◆ **Instructions to follow**:
Every entry should come back exactly as written, minus the pictures.
★ ★ ★ ★ ★ ★ ★
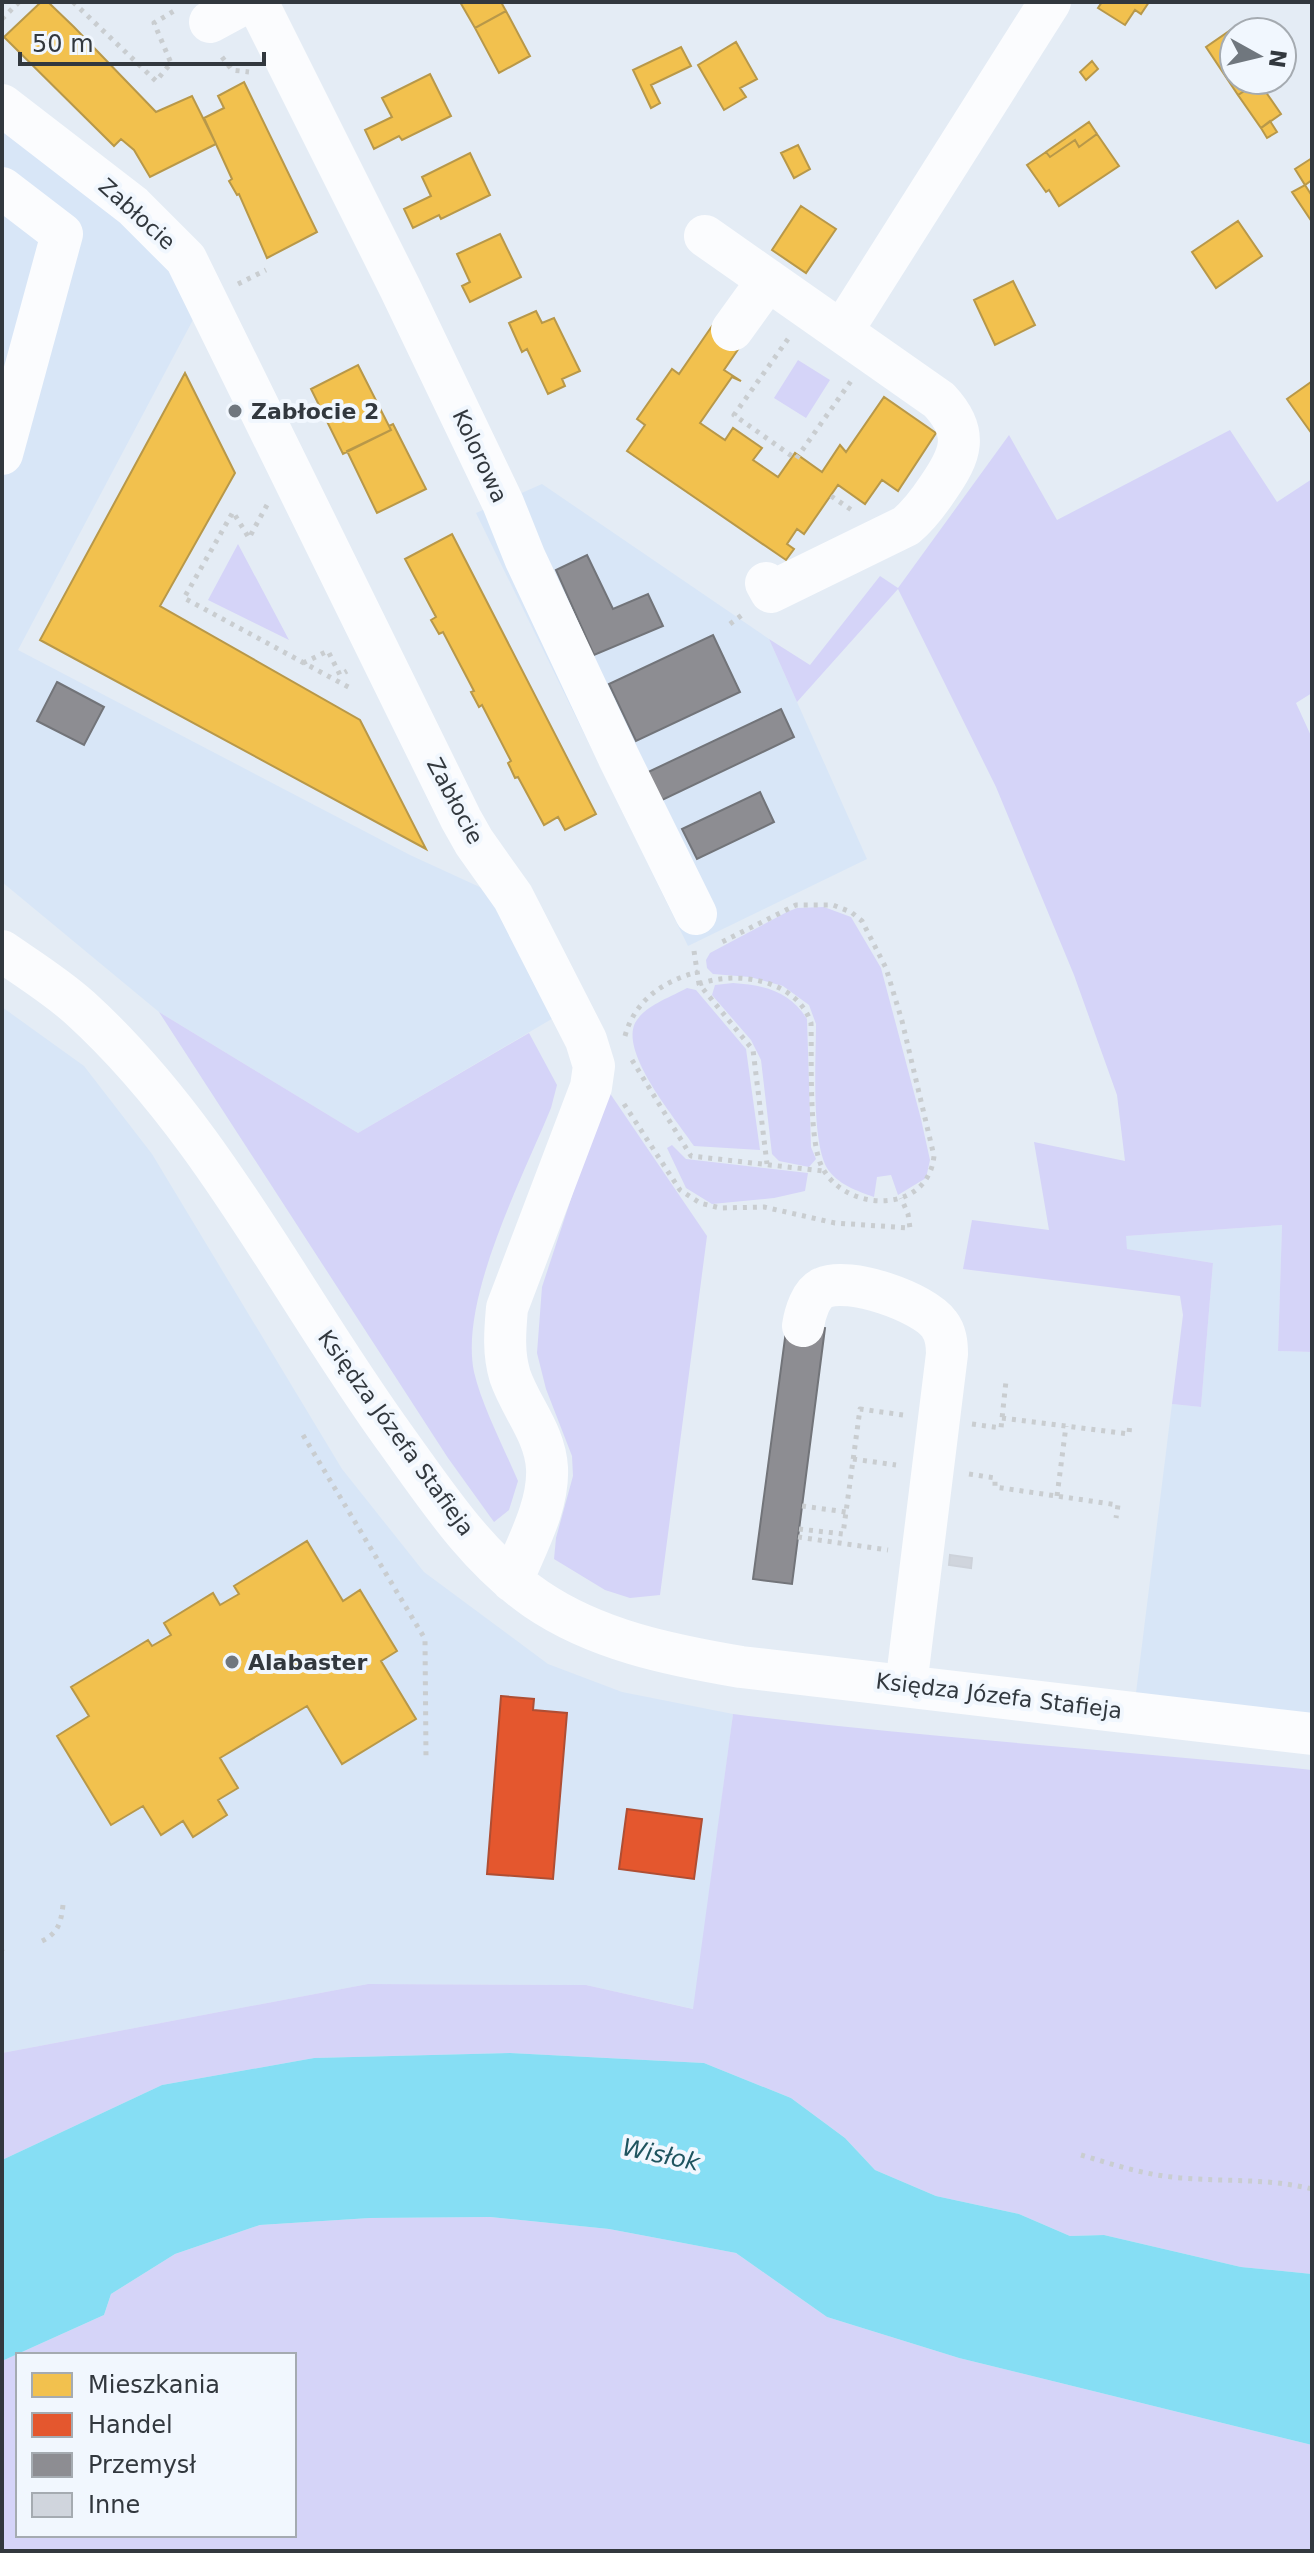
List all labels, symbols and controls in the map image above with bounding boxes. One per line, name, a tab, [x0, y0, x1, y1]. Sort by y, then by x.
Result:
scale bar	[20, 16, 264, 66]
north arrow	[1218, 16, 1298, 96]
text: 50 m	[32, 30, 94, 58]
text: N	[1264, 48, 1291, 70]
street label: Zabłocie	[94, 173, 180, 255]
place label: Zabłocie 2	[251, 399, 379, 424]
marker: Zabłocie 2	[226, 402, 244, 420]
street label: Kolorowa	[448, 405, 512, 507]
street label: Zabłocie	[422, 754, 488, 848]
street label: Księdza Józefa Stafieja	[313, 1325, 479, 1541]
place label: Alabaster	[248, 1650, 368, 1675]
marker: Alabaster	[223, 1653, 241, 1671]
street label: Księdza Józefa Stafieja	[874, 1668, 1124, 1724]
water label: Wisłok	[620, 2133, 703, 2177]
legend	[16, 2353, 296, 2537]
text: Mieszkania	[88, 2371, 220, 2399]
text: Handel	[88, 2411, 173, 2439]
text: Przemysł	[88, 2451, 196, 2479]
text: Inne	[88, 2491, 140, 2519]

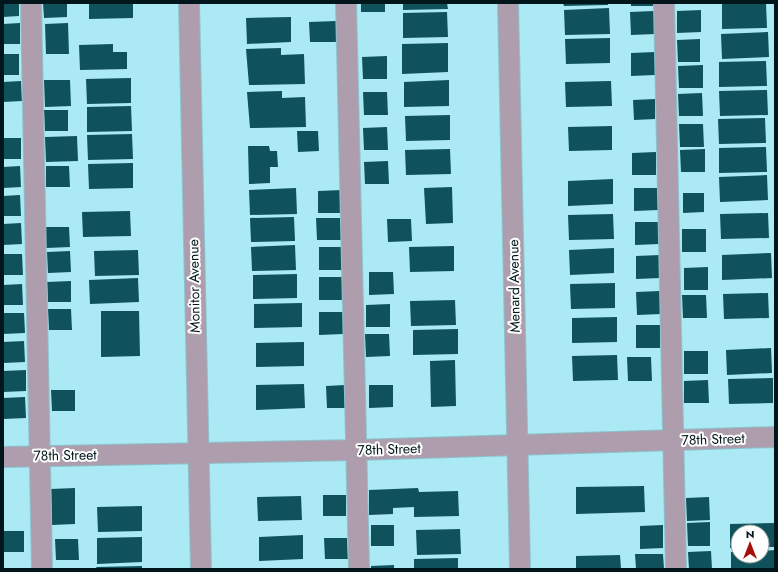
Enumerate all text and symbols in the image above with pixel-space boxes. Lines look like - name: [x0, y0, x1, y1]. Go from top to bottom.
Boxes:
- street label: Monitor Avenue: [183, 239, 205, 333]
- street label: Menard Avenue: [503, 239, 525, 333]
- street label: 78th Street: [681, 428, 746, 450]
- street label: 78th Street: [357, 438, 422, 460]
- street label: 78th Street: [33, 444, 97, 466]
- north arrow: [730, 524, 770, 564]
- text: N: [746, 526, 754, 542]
★ ★ ★ ★ ★ ★ ★
◆ **Exercise output**:
List all labels, symbols and controls in the map image above with bounding boxes. One per line, name, a tab, [x0, y0, x1, y1]. Sort by y, then by x.
Result:
scale bar	[20, 16, 264, 66]
north arrow	[1218, 16, 1298, 96]
text: 50 m	[32, 30, 94, 58]
text: N	[1264, 48, 1291, 70]
street label: Zabłocie	[94, 173, 180, 255]
place label: Zabłocie 2	[251, 399, 379, 424]
marker: Zabłocie 2	[226, 402, 244, 420]
street label: Kolorowa	[448, 405, 512, 507]
street label: Zabłocie	[422, 754, 488, 848]
street label: Księdza Józefa Stafieja	[313, 1325, 479, 1541]
place label: Alabaster	[248, 1650, 368, 1675]
marker: Alabaster	[223, 1653, 241, 1671]
street label: Księdza Józefa Stafieja	[874, 1668, 1124, 1724]
water label: Wisłok	[620, 2133, 703, 2177]
legend	[16, 2353, 296, 2537]
text: Mieszkania	[88, 2371, 220, 2399]
text: Handel	[88, 2411, 173, 2439]
text: Przemysł	[88, 2451, 196, 2479]
text: Inne	[88, 2491, 140, 2519]

Enumerate all text and symbols in the image above with pixel-space boxes. Lines look like - name: [x0, y0, x1, y1]. Go from top to bottom.
Boxes:
- street label: Monitor Avenue: [183, 239, 205, 333]
- street label: Menard Avenue: [503, 239, 525, 333]
- street label: 78th Street: [681, 428, 746, 450]
- street label: 78th Street: [357, 438, 422, 460]
- street label: 78th Street: [33, 444, 97, 466]
- north arrow: [730, 524, 770, 564]
- text: N: [746, 526, 754, 542]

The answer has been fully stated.